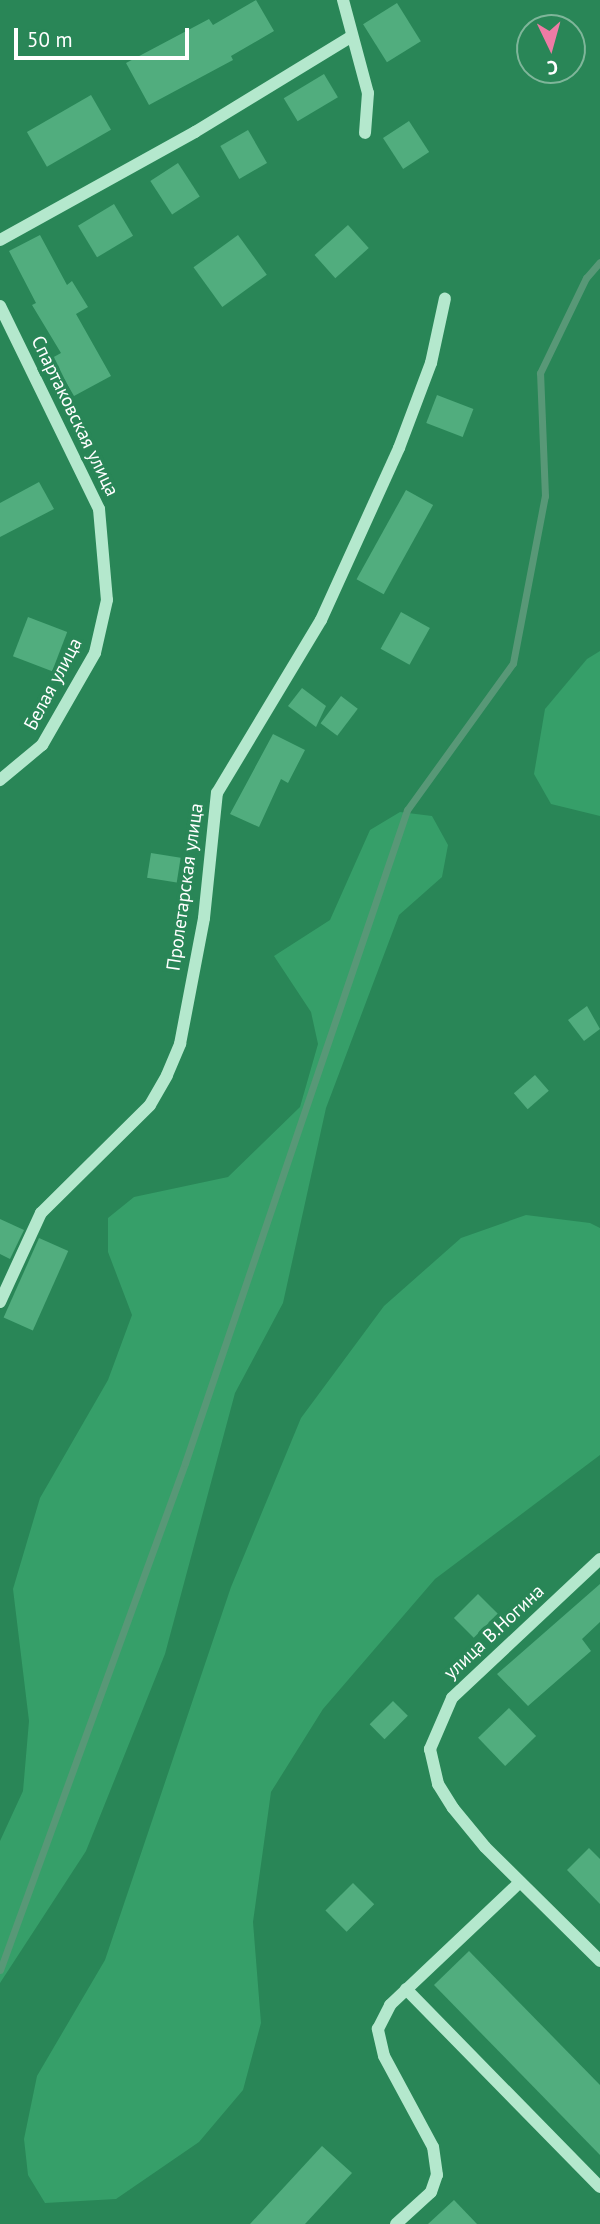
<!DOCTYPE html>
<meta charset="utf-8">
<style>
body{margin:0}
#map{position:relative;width:600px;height:2224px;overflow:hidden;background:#298657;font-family:"PT Sans",sans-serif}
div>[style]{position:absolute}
.green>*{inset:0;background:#369f69}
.stream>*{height:7px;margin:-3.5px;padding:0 3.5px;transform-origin:3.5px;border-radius:3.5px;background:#589877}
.building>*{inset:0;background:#51ad7e;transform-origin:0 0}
.minor>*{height:12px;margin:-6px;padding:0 6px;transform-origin:6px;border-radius:6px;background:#b4e8cd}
span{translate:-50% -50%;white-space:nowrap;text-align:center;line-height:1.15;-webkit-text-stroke:7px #298657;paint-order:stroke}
.street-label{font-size:19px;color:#fff}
.north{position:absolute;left:516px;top:14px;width:70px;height:70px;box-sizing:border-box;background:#298657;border:2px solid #7fb69a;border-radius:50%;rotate:175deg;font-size:19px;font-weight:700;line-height:28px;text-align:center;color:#fff}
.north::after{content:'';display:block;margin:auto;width:24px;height:32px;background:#ef7ba5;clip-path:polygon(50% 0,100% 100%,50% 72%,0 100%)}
.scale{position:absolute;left:14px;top:28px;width:175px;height:32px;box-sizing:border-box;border:4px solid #fff;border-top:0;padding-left:9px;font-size:21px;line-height:24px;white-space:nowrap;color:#fff;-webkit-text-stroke:5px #298657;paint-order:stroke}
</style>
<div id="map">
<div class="green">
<div style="clip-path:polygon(600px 651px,600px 816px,551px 804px,534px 774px,545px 709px,587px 659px)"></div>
<div style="clip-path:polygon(400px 812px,432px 816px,448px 845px,442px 877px,399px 915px,326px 1108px,283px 1303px,235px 1393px,165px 1654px,86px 1851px,0 1983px,0 1841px,23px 1791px,29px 1721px,13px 1589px,40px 1498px,108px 1380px,132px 1315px,108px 1252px,108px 1218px,134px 1197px,228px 1177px,300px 1107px,318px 1044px,311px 1012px,274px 956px,330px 920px,370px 830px)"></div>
<div style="clip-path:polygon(526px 1215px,590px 1223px,600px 1228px,600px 1455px,435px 1579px,323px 1709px,271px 1792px,253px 1922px,261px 2023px,243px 2090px,199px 2142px,116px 2199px,45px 2203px,28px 2175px,24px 2139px,37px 2076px,105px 1960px,231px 1587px,301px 1418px,384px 1306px,461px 1238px)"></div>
</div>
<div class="stream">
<div style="left:0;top:1970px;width:540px;rotate:-69.95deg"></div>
<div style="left:185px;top:1463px;width:690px;rotate:-71.22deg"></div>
<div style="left:407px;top:810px;width:181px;rotate:-54.2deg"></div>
<div style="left:513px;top:663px;width:170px;rotate:-79.2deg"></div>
<div style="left:545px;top:496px;width:123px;rotate:-92.3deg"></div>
<div style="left:540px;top:373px;width:106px;rotate:-64.2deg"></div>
<div style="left:586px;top:278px;width:21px;rotate:-49deg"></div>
</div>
<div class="building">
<div style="clip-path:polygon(256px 0,274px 31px,231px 56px,233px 60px,149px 105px,126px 63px,209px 19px,213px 25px)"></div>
<div style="left:397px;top:3px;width:45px;height:40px;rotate:58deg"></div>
<div style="left:324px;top:74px;width:27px;height:47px;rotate:59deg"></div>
<div style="left:91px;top:95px;width:40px;height:74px;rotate:60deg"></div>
<div style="left:409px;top:121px;width:37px;height:31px;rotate:57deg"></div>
<div style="left:248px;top:130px;width:38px;height:32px;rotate:60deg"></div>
<div style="left:178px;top:163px;width:40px;height:33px;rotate:57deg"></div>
<div style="left:114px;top:204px;width:37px;height:42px;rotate:59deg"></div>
<div style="left:348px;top:225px;width:31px;height:45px;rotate:48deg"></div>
<div style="clip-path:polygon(40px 235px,67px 285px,72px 281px,88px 307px,76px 314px,111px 376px,74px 396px,52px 358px,61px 353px,32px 305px,36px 303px,9px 251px)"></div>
<div style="left:238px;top:235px;width:49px;height:55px;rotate:54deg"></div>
<div style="left:437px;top:395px;width:39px;height:30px;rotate:21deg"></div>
<div style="clip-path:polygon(39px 482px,54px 509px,0 537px,0 503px)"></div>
<div style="left:406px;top:490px;width:31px;height:102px;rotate:29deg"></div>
<div style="left:401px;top:612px;width:33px;height:42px;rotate:29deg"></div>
<div style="left:28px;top:617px;width:42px;height:42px;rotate:21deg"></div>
<div style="clip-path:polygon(302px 688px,326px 706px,316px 727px,288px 706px)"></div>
<div style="left:341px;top:696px;width:21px;height:34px;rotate:37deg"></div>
<div style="clip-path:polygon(273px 734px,305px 750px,288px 783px,281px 779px,259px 827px,230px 814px)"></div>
<div style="left:151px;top:853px;width:30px;height:25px;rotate:9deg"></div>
<div style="clip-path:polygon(587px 1006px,600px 1029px,584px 1041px,568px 1020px)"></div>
<div style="left:535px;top:1075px;width:21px;height:28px;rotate:49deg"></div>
<div style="clip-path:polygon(0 1219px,24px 1230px,10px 1259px,0 1254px)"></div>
<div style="left:39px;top:1238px;width:32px;height:87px;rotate:24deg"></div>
<div style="clip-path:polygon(600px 1584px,600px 1622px,582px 1639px,591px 1651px,528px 1706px,497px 1674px)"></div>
<div style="left:478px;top:1594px;width:28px;height:34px;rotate:45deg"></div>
<div style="left:393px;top:1701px;width:21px;height:33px;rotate:45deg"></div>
<div style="left:509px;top:1708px;width:39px;height:43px;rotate:46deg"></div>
<div style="clip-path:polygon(589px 1848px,600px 1859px,600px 1904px,567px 1870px)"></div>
<div style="left:353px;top:1883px;width:30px;height:39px;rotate:45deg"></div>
<div style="clip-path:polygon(469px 1951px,600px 2085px,600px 2155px,434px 1985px)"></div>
<div style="clip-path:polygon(322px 2146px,352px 2173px,305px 2224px,250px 2224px)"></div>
<div style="clip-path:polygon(454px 2200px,477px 2224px,428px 2224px)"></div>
</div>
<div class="minor">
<div style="left:343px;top:0;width:96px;rotate:75deg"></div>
<div style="left:368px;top:93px;width:40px;rotate:94.3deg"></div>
<div style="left:0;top:240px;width:223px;rotate:-29deg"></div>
<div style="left:195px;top:132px;width:184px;rotate:-31.4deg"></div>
<div style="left:0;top:306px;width:226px;rotate:64deg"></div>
<div style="left:99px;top:509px;width:91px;rotate:85deg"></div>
<div style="left:107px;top:600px;width:54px;rotate:102.8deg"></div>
<div style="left:95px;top:653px;width:106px;rotate:119.9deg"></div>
<div style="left:42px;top:745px;width:55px;rotate:140.2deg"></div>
<div style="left:0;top:1302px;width:98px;rotate:-65.3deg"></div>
<div style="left:41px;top:1213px;width:153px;rotate:-44.7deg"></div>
<div style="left:150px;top:1105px;width:34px;rotate:-60deg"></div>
<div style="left:167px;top:1075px;width:34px;rotate:-67deg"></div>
<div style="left:180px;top:1044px;width:128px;rotate:-79.2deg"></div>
<div style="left:204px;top:918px;width:126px;rotate:-84.1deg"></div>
<div style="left:217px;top:793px;width:202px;rotate:-59deg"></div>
<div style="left:321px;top:620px;width:189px;rotate:-65.6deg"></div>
<div style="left:399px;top:448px;width:91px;rotate:-69.4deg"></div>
<div style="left:431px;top:363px;width:66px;rotate:-77.8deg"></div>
<div style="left:600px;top:1559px;width:203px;rotate:136.8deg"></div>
<div style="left:452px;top:1698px;width:56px;rotate:113.3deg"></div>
<div style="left:430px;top:1749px;width:36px;rotate:77deg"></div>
<div style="left:438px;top:1784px;width:28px;rotate:58deg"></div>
<div style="left:453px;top:1808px;width:50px;rotate:50.6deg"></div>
<div style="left:485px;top:1847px;width:162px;rotate:44.7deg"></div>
<div style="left:406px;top:1989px;width:277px;rotate:45.6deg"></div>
<div style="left:396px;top:2224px;width:47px;rotate:-42.4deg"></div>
<div style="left:431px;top:2192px;width:18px;rotate:-71deg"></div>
<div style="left:437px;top:2175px;width:28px;rotate:-98deg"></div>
<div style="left:433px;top:2147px;width:103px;rotate:-118.3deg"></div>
<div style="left:384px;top:2056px;width:28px;rotate:-103deg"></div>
<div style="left:378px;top:2029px;width:27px;rotate:-63deg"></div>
<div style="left:390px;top:2005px;width:179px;rotate:-43.4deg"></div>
</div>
<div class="street-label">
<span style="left:75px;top:416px;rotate:64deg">Спартаковская улица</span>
<span style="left:53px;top:684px;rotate:-62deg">Белая улица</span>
<span style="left:185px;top:887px;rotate:-82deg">Пролетарская улица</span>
<span style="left:494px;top:1632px;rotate:-43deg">улица В.Ногина</span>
</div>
<div class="north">С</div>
<div class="scale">50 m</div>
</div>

++++++++++

§ Work request:
Copy out every line from the data above that has "stream" in it.

§ Task result:
.stream>*{height:7px;margin:-3.5px;padding:0 3.5px;transform-origin:3.5px;border-radius:3.5px;background:#589877}
<div class="stream">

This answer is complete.